While his thrilling piece on just why the new year will be so utterly shit is focused, balanced and not at all too long, The Quail will summarise it for readers who are too busy to spare the 3 hours required to read it/translate it into intelligible English: it's all because of that cretinous lefty welfare state.
Make sure to check The Mail over the coming days for Pete's arguments as to why the following years weren't really all that bad.
- AD 43 - The year the Romans stepped up their invasion of Britain; Emperor Claudius decided he'd had enough of those mother-loving barbarians skanking up Britain's mother-loving planes, and it was time to kick some ass. Taking over from Caligula, whose military strategy had included ordering his troops to attack the water of the English channel, Claudius subjected Britain to seventeen years of skewering and rogering, which saw such highlights as the rape and murder of Old English poster girl Boudica.
- 865 AD - After around 70 years of the odd bit of pillaging and monk-worrying, the Vikings got bored and properly invaded Britain. By this time the Romans had grown weary of the terrible weather and gone home, leaving our fair isle easy pickings. The Great Army of the Danes conquered pretty much everywhere, feeling the time was right to start killing kings instead of the peasants and nuns they had become accustomed to. There was much burning, looting, sex crimes and general horror.
- 1348 - The Black Death reached England, promising such fun new fashions as subepidermal hemorrhages and gangrene. When it reached London, 30,000 of the 70,000 strong population was wiped out in scenes of pustulating misery and unimaginable pain. The plague ended up killing up to 40% of Britain's entire population, which isn't that bad really because up to 60% of some other European countries' populations were wiped out. Silly Europeans. A mutated plague, dubbed 'Plague II', returned in 1603 and killed 38,000 Londoners. This was also a bad year.
- 1642 - Things got so confused in the political arena that everyone agreed that the best thing to do was just to have a great war to sort the men from the boys.
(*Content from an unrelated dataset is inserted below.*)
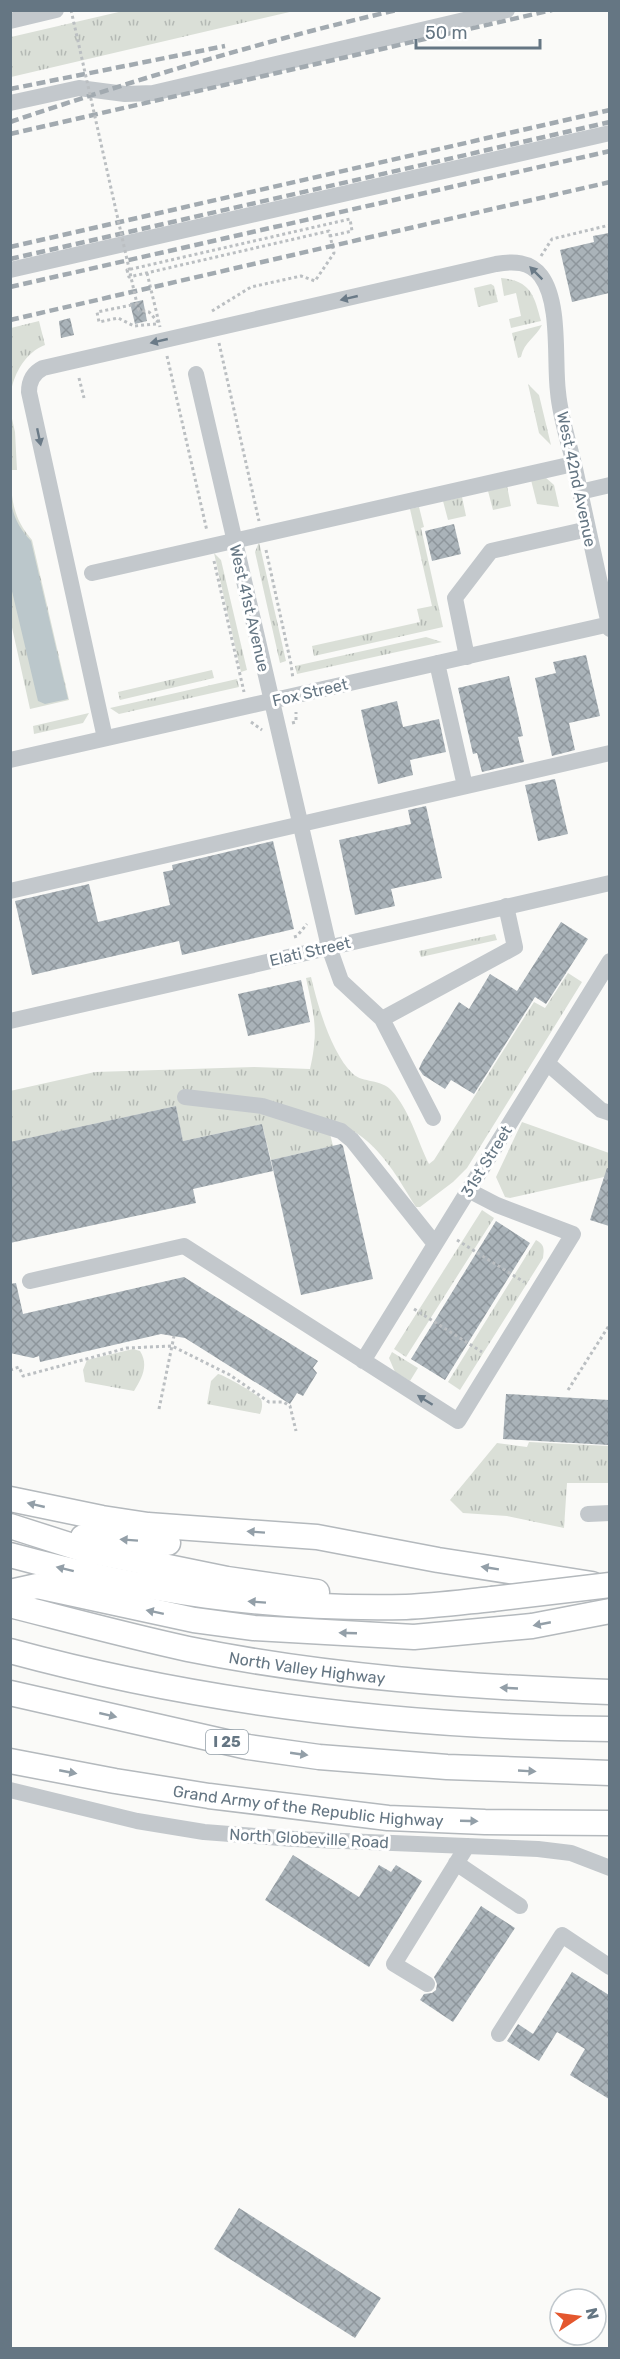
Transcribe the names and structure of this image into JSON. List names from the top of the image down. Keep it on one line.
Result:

In a war that was arguably more exciting than John Redwood's battle for leadership of the Tories in 1995, King Charles marched his army upon London, thinking it would all be over in a jiffy. In reality, things didn't turn out that simple, and the war stretched on for six dull but bloody years, while Britain was effectively left without a government. Oliver Cromwell, who set himself up as Lord Protector of Britain while the country was busy fighting itself, infamously cancelled Christmas in 1645, just for the lulz.
- 1914, 15, 16, 17 - World War I, caused by a few really simple things that don't need spelling out here, claimed the lives of 994,138 British people over the four years that it ravaged most of Europe. It can't have been that bad though, as it came to be affectionately known as 'The Great War' by many people. Fortunately, WWI had no lasting consequences, and once it was over, it was over.
- 1919 - Britain was doing economic depressions way before America made them cool in 1929, and 1919 saw the beginning of a 25% reduction in the country's economic output that lasted around twenty years. Unsurprisingly, the great depression, as it was jovially known, was exacerbated by other European countries like Poland, who claimed to have been plunged into insurmountable debt by WWI. Seeing how awesome the depression was, the USA had launched its own brand a decade later (which is almost how long it took them to enter WWI) which promised to be bigger, better and run longer than Britain's.
- 1939, 40, 41, 42, 43, 44 - WWI: The Sequel. A strange little man who would even give Melanie Philips a run for her money in the batshit mad stakes turned his grudge against an entire race of people into a programme of full-scale ethnic cleansing, forcing the more reasonable powers of the world (led by Britain) to respond with their biggest war yet. Despite support for his ideologies from one British newspaper, the general concensus was that Hitler probably didn't represent the best interests of world politics and needed dealing with. WWII resulted in over half a million British lives lost and as many movies about the heroics of American soldiers.